Beginning with the line where "Read this image" appears, repeat every remaining line of the entries exactly, the last line included.

START Provided information

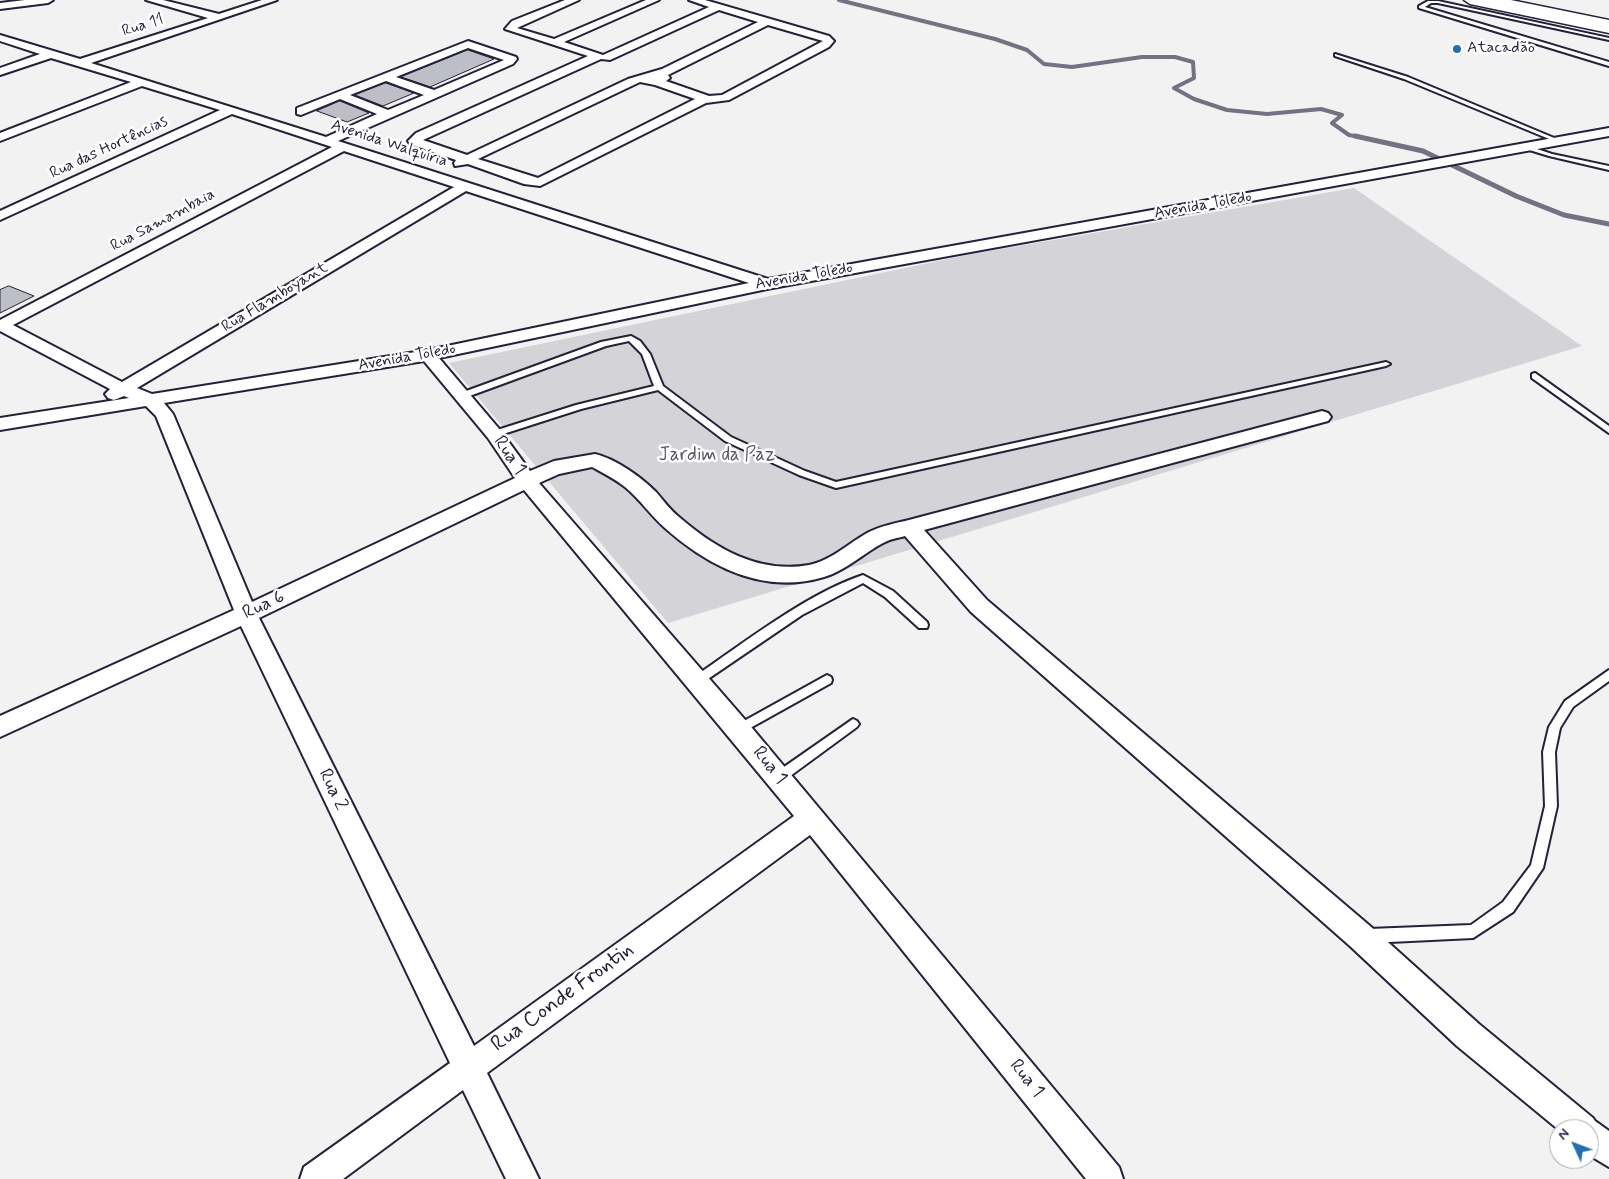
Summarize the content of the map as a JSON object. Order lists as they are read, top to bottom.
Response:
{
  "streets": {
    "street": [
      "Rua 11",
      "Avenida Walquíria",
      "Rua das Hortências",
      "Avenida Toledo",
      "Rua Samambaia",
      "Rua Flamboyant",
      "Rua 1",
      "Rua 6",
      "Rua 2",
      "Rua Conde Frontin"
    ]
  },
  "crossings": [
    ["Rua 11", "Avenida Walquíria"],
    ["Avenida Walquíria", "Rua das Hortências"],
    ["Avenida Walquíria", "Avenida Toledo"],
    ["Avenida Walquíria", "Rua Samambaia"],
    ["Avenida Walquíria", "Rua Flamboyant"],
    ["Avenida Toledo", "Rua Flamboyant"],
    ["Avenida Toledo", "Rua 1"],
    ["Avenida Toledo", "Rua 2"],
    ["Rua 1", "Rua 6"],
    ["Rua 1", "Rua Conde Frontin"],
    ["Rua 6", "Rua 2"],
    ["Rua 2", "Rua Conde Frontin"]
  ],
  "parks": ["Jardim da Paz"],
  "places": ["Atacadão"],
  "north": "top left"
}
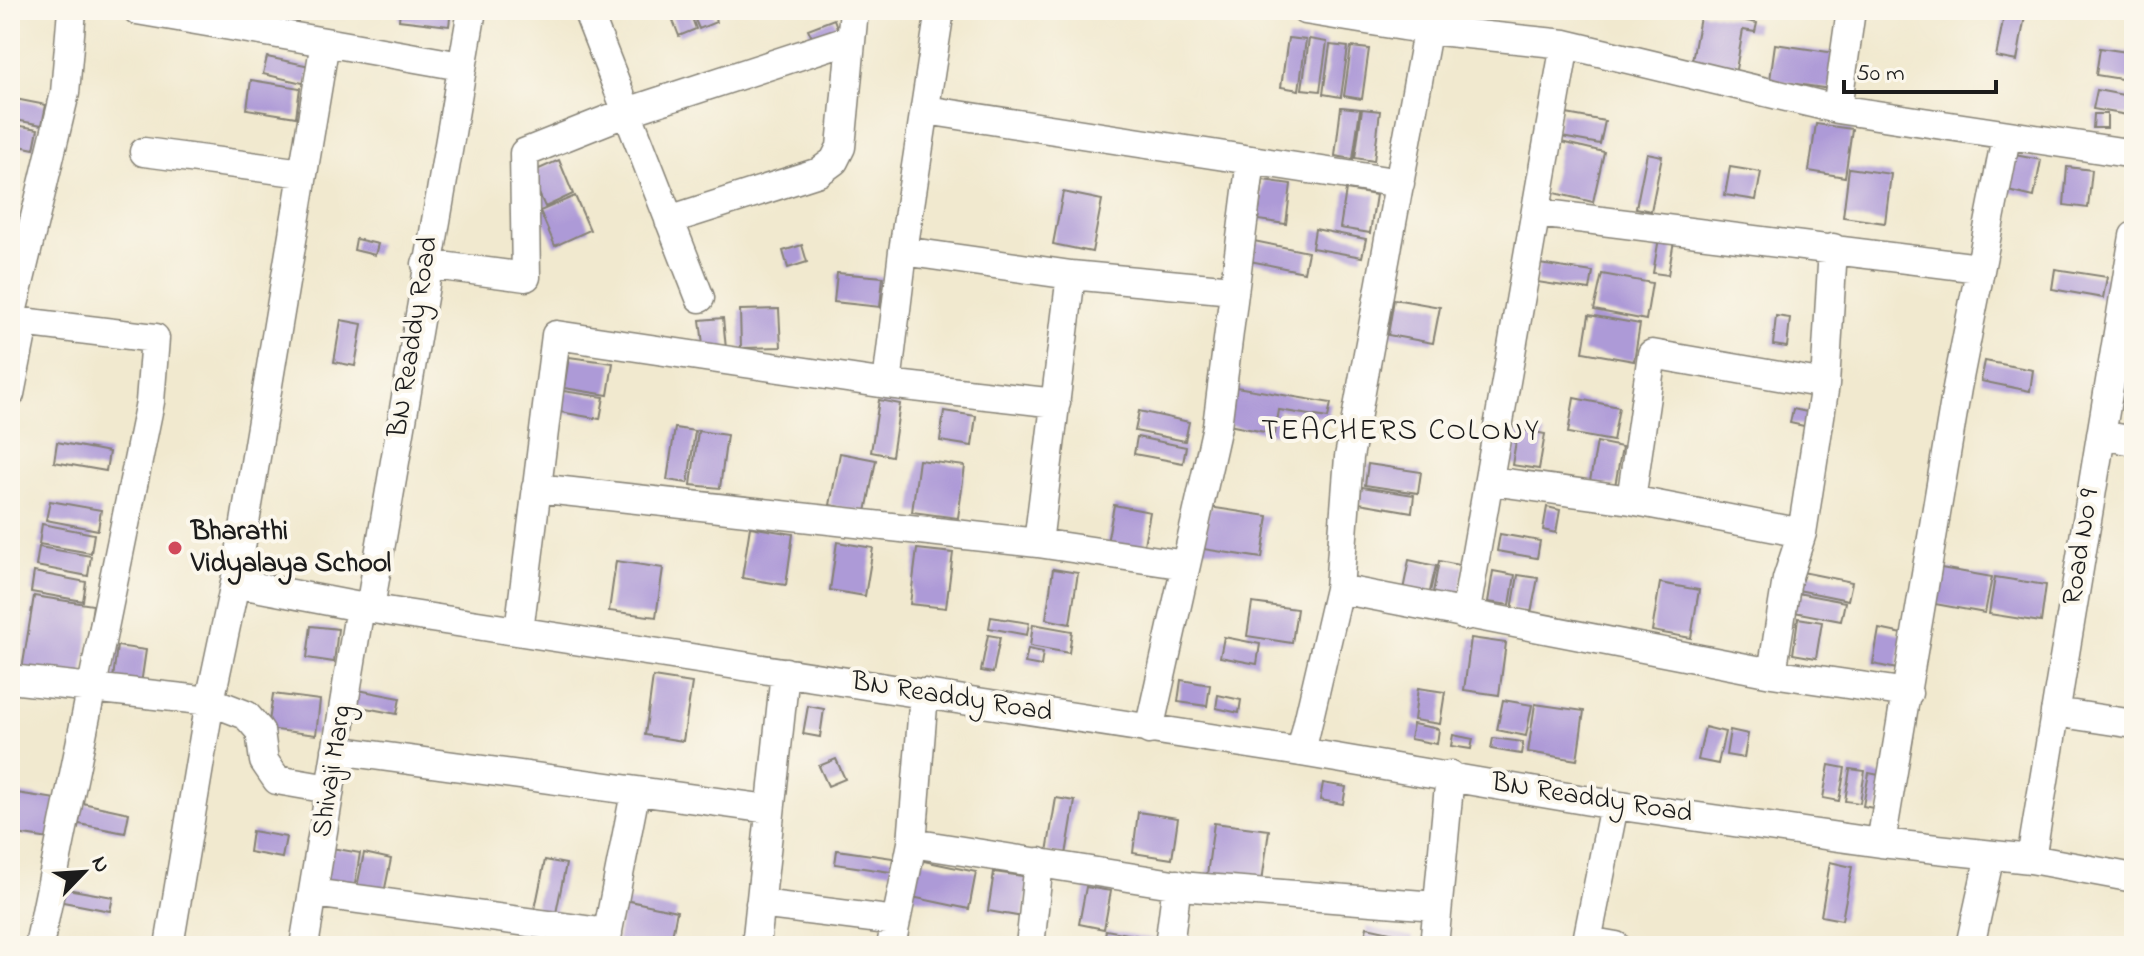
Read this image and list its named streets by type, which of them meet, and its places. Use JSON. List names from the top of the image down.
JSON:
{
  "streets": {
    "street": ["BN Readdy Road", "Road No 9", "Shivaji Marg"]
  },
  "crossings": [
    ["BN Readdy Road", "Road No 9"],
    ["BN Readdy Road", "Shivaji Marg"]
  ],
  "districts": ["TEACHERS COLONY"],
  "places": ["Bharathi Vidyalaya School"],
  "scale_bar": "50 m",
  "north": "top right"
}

END Provided information

Your solution
Read this image and list its named streets by type, which of them meet, and its places. Use JSON. List names from the top of the image down.
JSON:
{
  "streets": {
    "street": ["BN Readdy Road", "Road No 9", "Shivaji Marg"]
  },
  "crossings": [
    ["BN Readdy Road", "Road No 9"],
    ["BN Readdy Road", "Shivaji Marg"]
  ],
  "districts": ["TEACHERS COLONY"],
  "places": ["Bharathi Vidyalaya School"],
  "scale_bar": "50 m",
  "north": "top right"
}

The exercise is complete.